I hesitated. I could tell him everything I knew: Simon had upped and left of his own free will, and four days later went to visit that Jagger man in prison. But what would be the point? If he’d planned to come back, he’d have done it long ago. So I’d only be giving Arthur false hope. And once he told his wife Shirley, she’d inform Roger and old wounds that were still healing would be reopened, all to find a man who didn’t want to be found.
What on earth would I tell the kids? For four years I’d led them to believe their dad was dead – how was I supposed to explain I was wrong and that he’d left them? God only knows how much damage that could do. So all I told Arthur was that a prison warden had been trying to trace Kenneth’s next of kin after his death.
‘Catherine,’ he asked as I began to walk away, ‘how are the children?’
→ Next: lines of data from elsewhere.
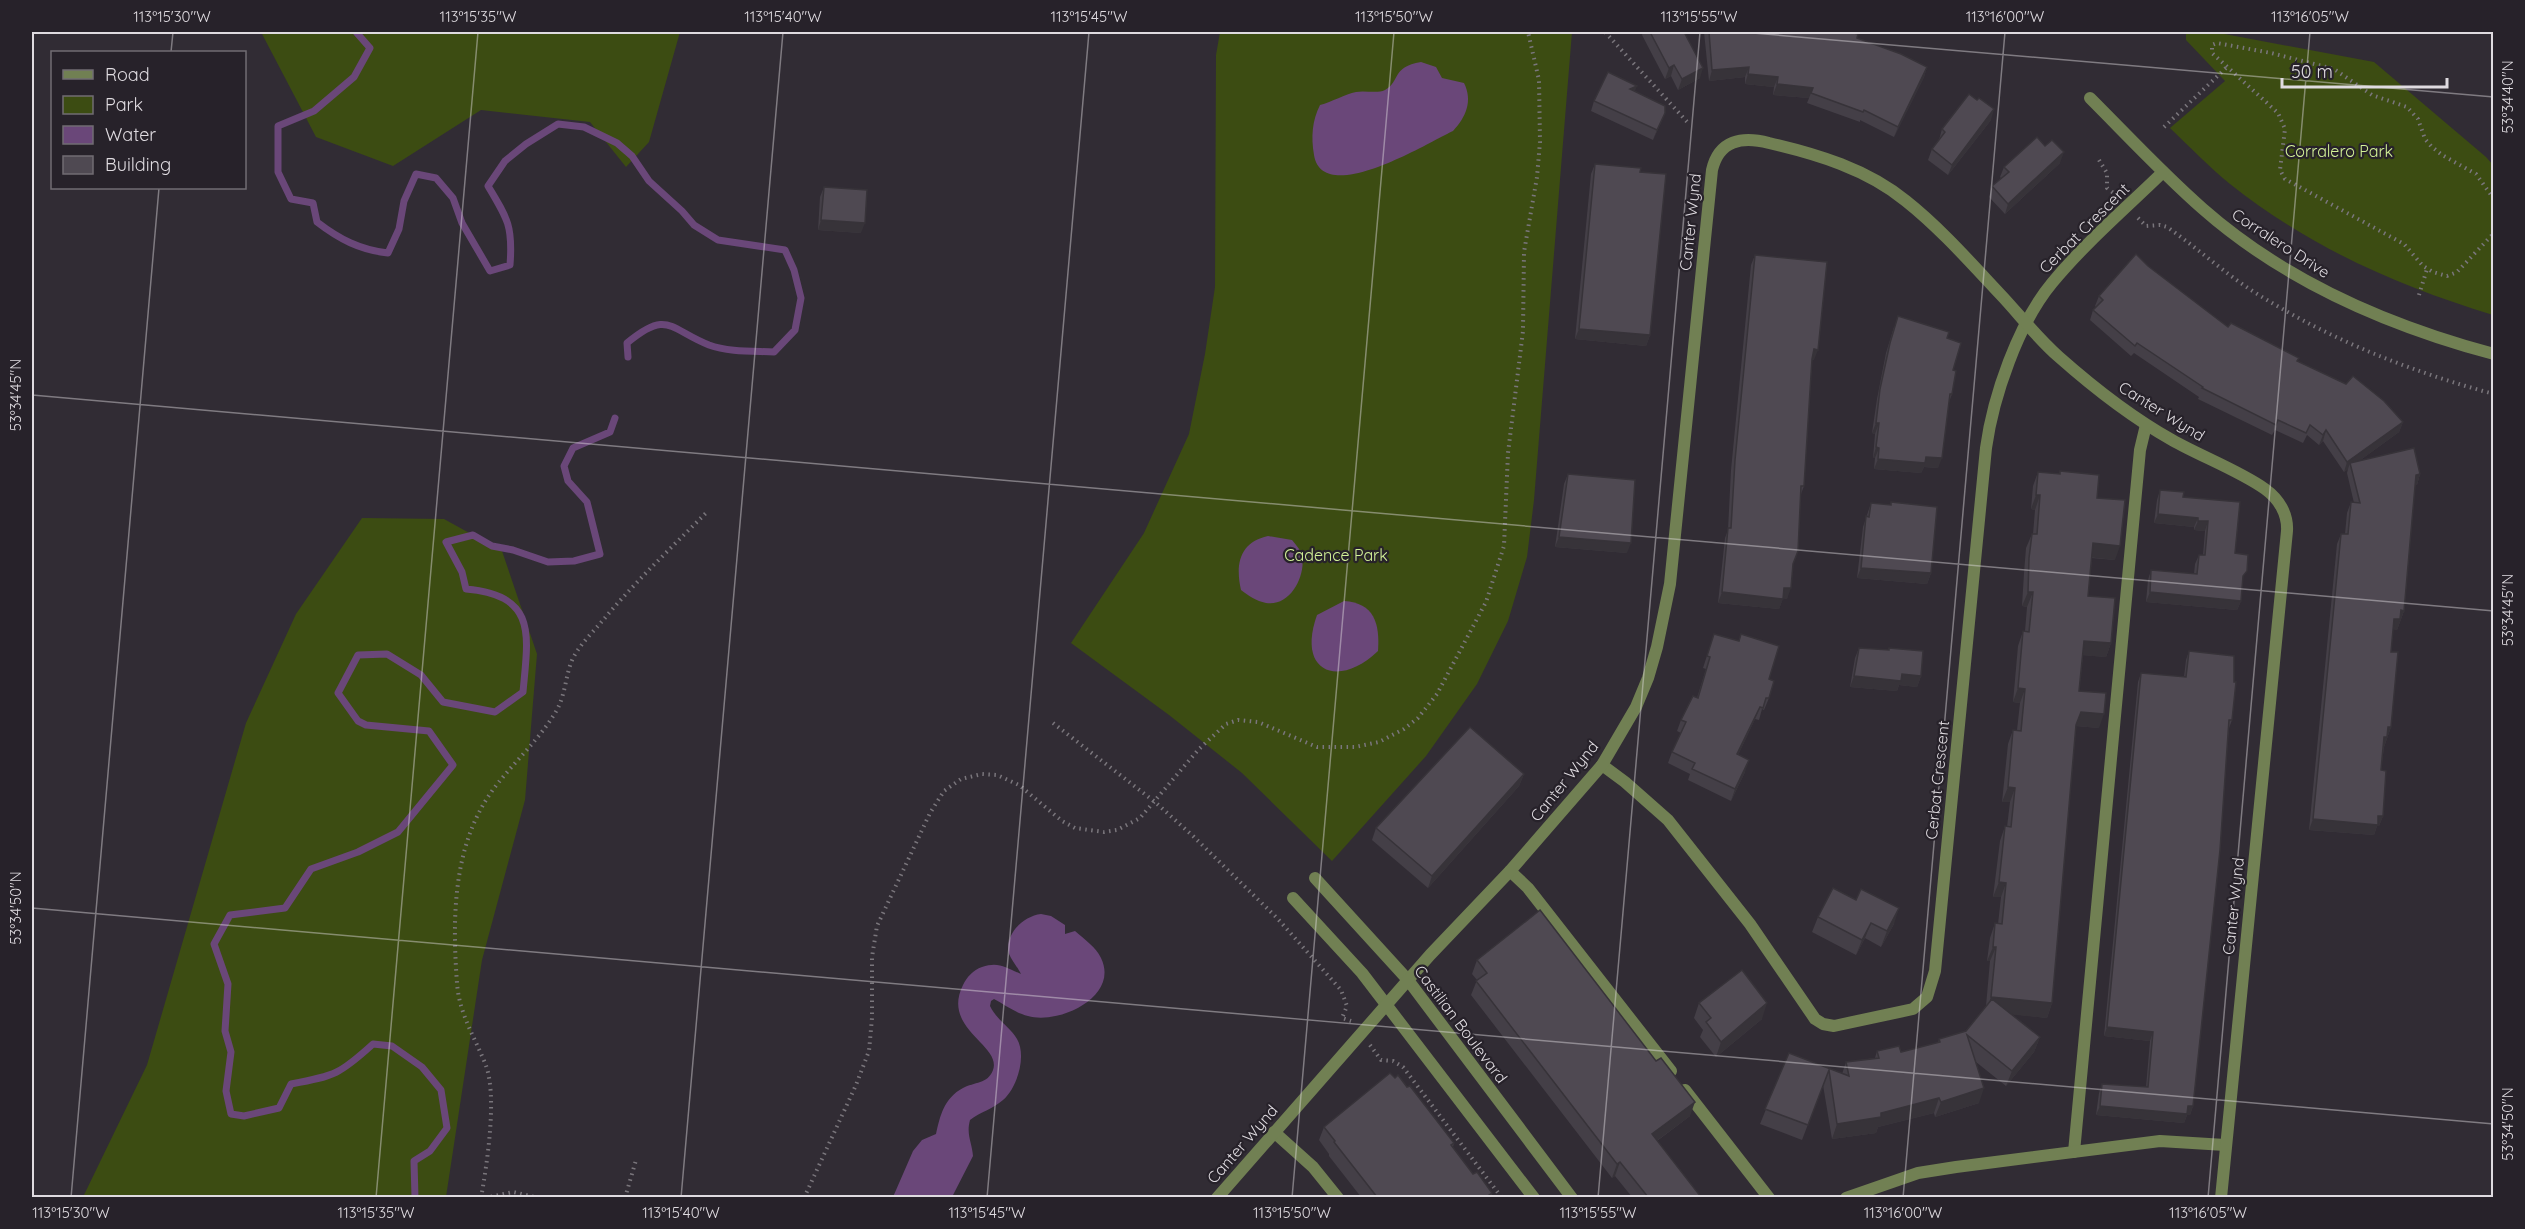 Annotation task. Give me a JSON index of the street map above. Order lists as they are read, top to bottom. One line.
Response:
{"streets":{"street":["Canter Wynd","Cerbat Crescent","Corralero Drive","Castilian Boulevard"]},"crossings":[["Canter Wynd","Cerbat Crescent"],["Canter Wynd","Castilian Boulevard"],["Cerbat Crescent","Corralero Drive"]],"parks":["Corralero Park","Cadence Park"],"legend":["Road","Park","Water","Building"],"scale_bar":"50 m","coordinates":["113°15'30\"W","113°15'35\"W","113°15'40\"W","113°15'45\"W","113°15'50\"W","113°15'55\"W","113°16'00\"W","113°16'05\"W","53°34'40\"N","53°34'45\"N","53°34'50\"N"]} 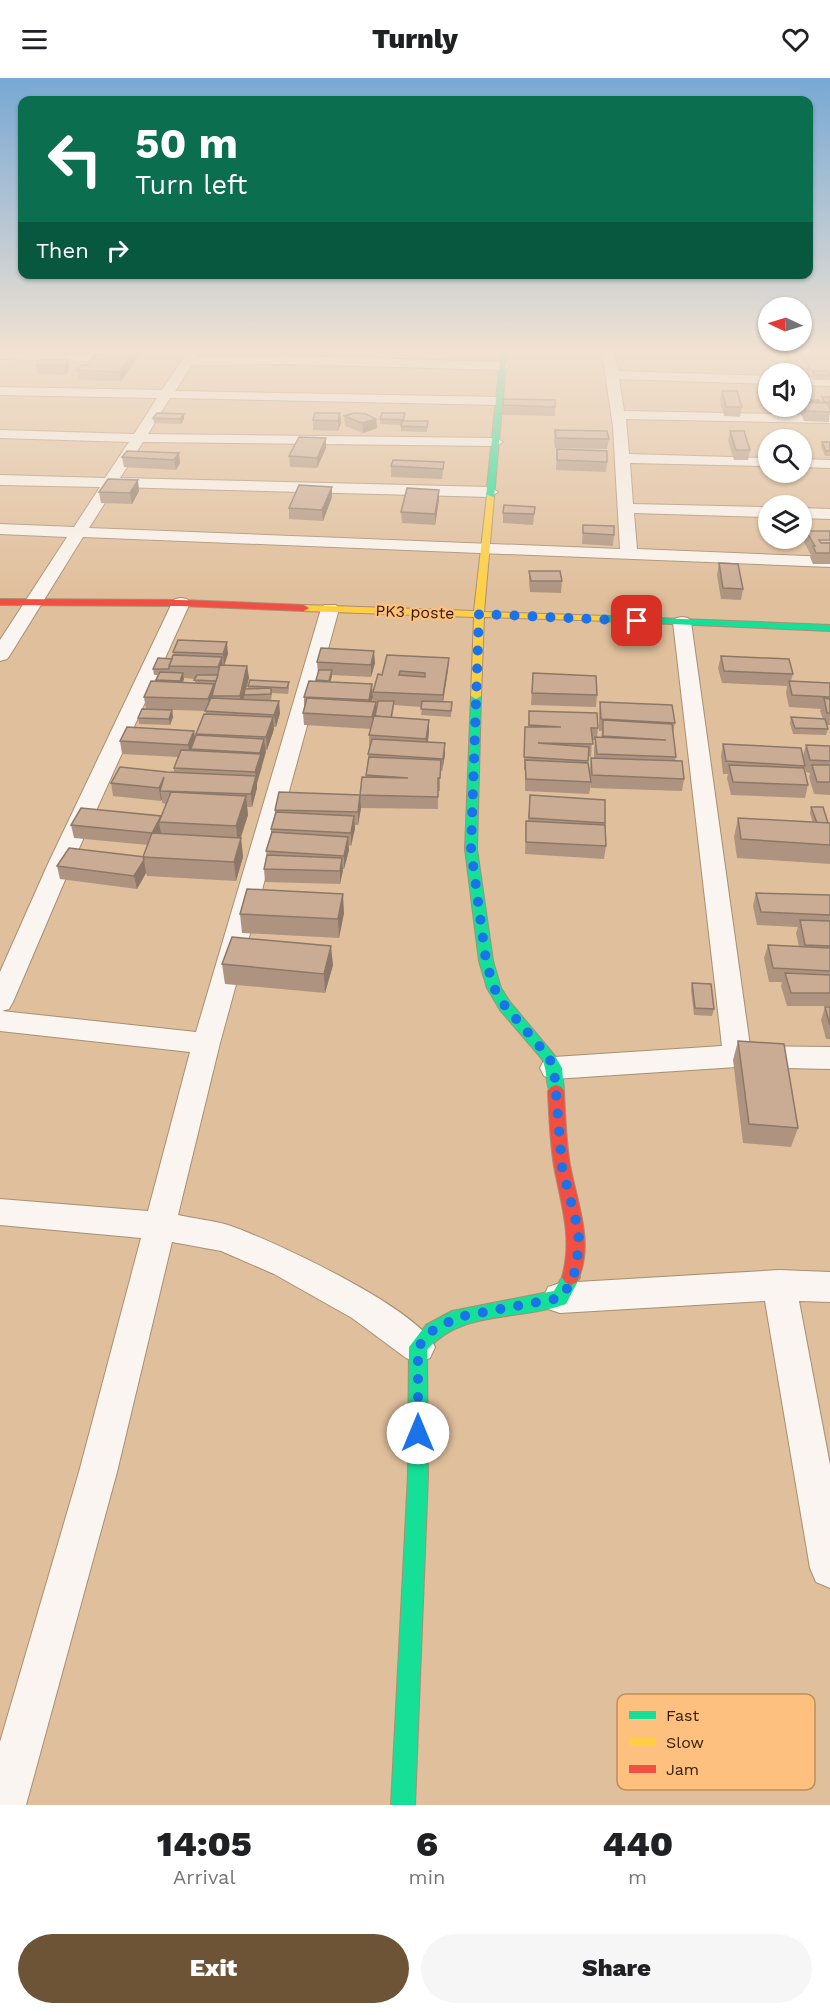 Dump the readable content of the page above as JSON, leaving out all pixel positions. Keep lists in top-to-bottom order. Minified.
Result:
{"streets":{"street":["PK3 poste"]},"legend":["Fast","Slow","Jam"],"north":"left","page":{"header":"Turnly","turn":["50 m","Turn left"],"then":"Then","eta":["14:05","Arrival","6","min","440","m"],"buttons":["Exit","Share"]}} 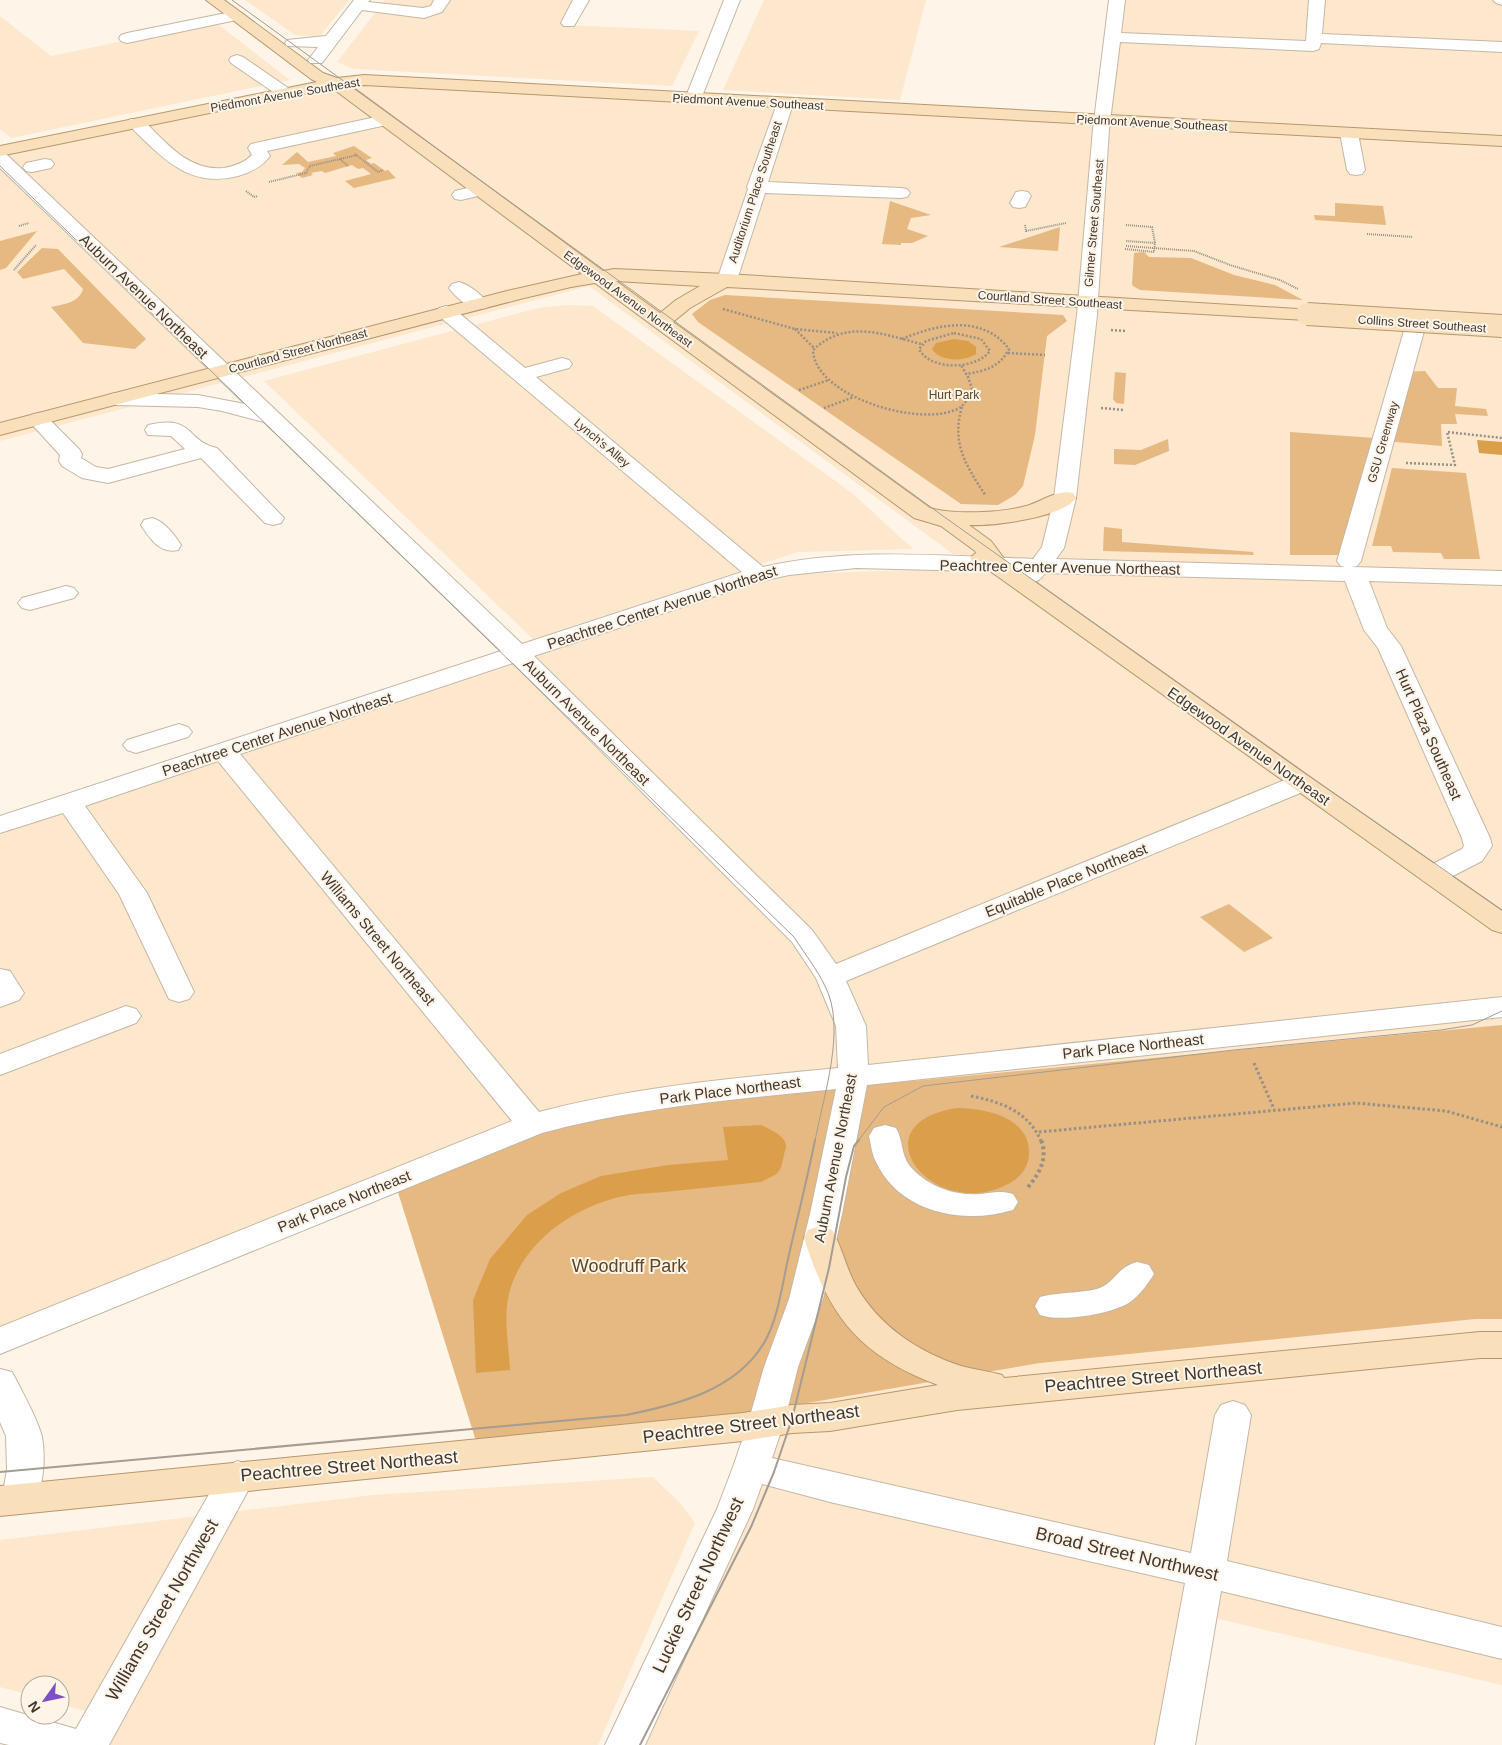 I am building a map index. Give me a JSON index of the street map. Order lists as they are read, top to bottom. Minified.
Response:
{"streets":{"main road":["Piedmont Avenue Southeast","Edgewood Avenue Northeast","Courtland Street Southeast","Courtland Street Northeast","Peachtree Street Northeast"],"street":["Auditorium Place Southeast","Gilmer Street Southeast","Auburn Avenue Northeast","Collins Street Southeast","GSU Greenway","Lynch's Alley","Peachtree Center Avenue Northeast","Hurt Plaza Southeast","Equitable Place Northeast","Williams Street Northeast","Park Place Northeast","Broad Street Northwest","Luckie Street Northwest","Williams Street Northwest"]},"crossings":[["Piedmont Avenue Southeast","Auditorium Place Southeast"],["Piedmont Avenue Southeast","Gilmer Street Southeast"],["Piedmont Avenue Southeast","Edgewood Avenue Northeast"],["Auditorium Place Southeast","Courtland Street Southeast"],["Gilmer Street Southeast","Edgewood Avenue Northeast"],["Gilmer Street Southeast","Courtland Street Southeast"],["Gilmer Street Southeast","Peachtree Center Avenue Northeast"],["Auburn Avenue Northeast","Courtland Street Northeast"],["Auburn Avenue Northeast","Peachtree Center Avenue Northeast"],["Auburn Avenue Northeast","Equitable Place Northeast"],["Auburn Avenue Northeast","Park Place Northeast"],["Auburn Avenue Northeast","Peachtree Street Northeast"],["Auburn Avenue Northeast","Luckie Street Northwest"],["Edgewood Avenue Northeast","Courtland Street Southeast"],["Edgewood Avenue Northeast","Courtland Street Northeast"],["Edgewood Avenue Northeast","Peachtree Center Avenue Northeast"],["Edgewood Avenue Northeast","Hurt Plaza Southeast"],["Edgewood Avenue Northeast","Equitable Place Northeast"],["Courtland Street Southeast","Collins Street Southeast"],["Courtland Street Southeast","Courtland Street Northeast"],["Collins Street Southeast","GSU Greenway"],["Courtland Street Northeast","Lynch's Alley"],["GSU Greenway","Peachtree Center Avenue Northeast"],["GSU Greenway","Hurt Plaza Southeast"],["Lynch's Alley","Peachtree Center Avenue Northeast"],["Peachtree Center Avenue Northeast","Hurt Plaza Southeast"],["Peachtree Center Avenue Northeast","Williams Street Northeast"],["Williams Street Northeast","Park Place Northeast"],["Peachtree Street Northeast","Luckie Street Northwest"],["Peachtree Street Northeast","Williams Street Northwest"],["Broad Street Northwest","Luckie Street Northwest"]],"parks":["Hurt Park","Woodruff Park"],"north":"bottom left"}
‘You lost the right to ask about them the moment you accused me of murder,’ I replied, and left him to wallow in guilt alone.
I was beyond angry and I needed to hurt Simon. I hurried home with my fists balled, furious at Simon’s gut-wrenching betrayal. Once inside, I grabbed a pair of scissors and tore into his clothes. Ribbons of material from every jumper, pair of trousers, T-shirt and jacket flew through the air and scattered around the room. I didn’t want anybody else to wear clothes stained by his lies.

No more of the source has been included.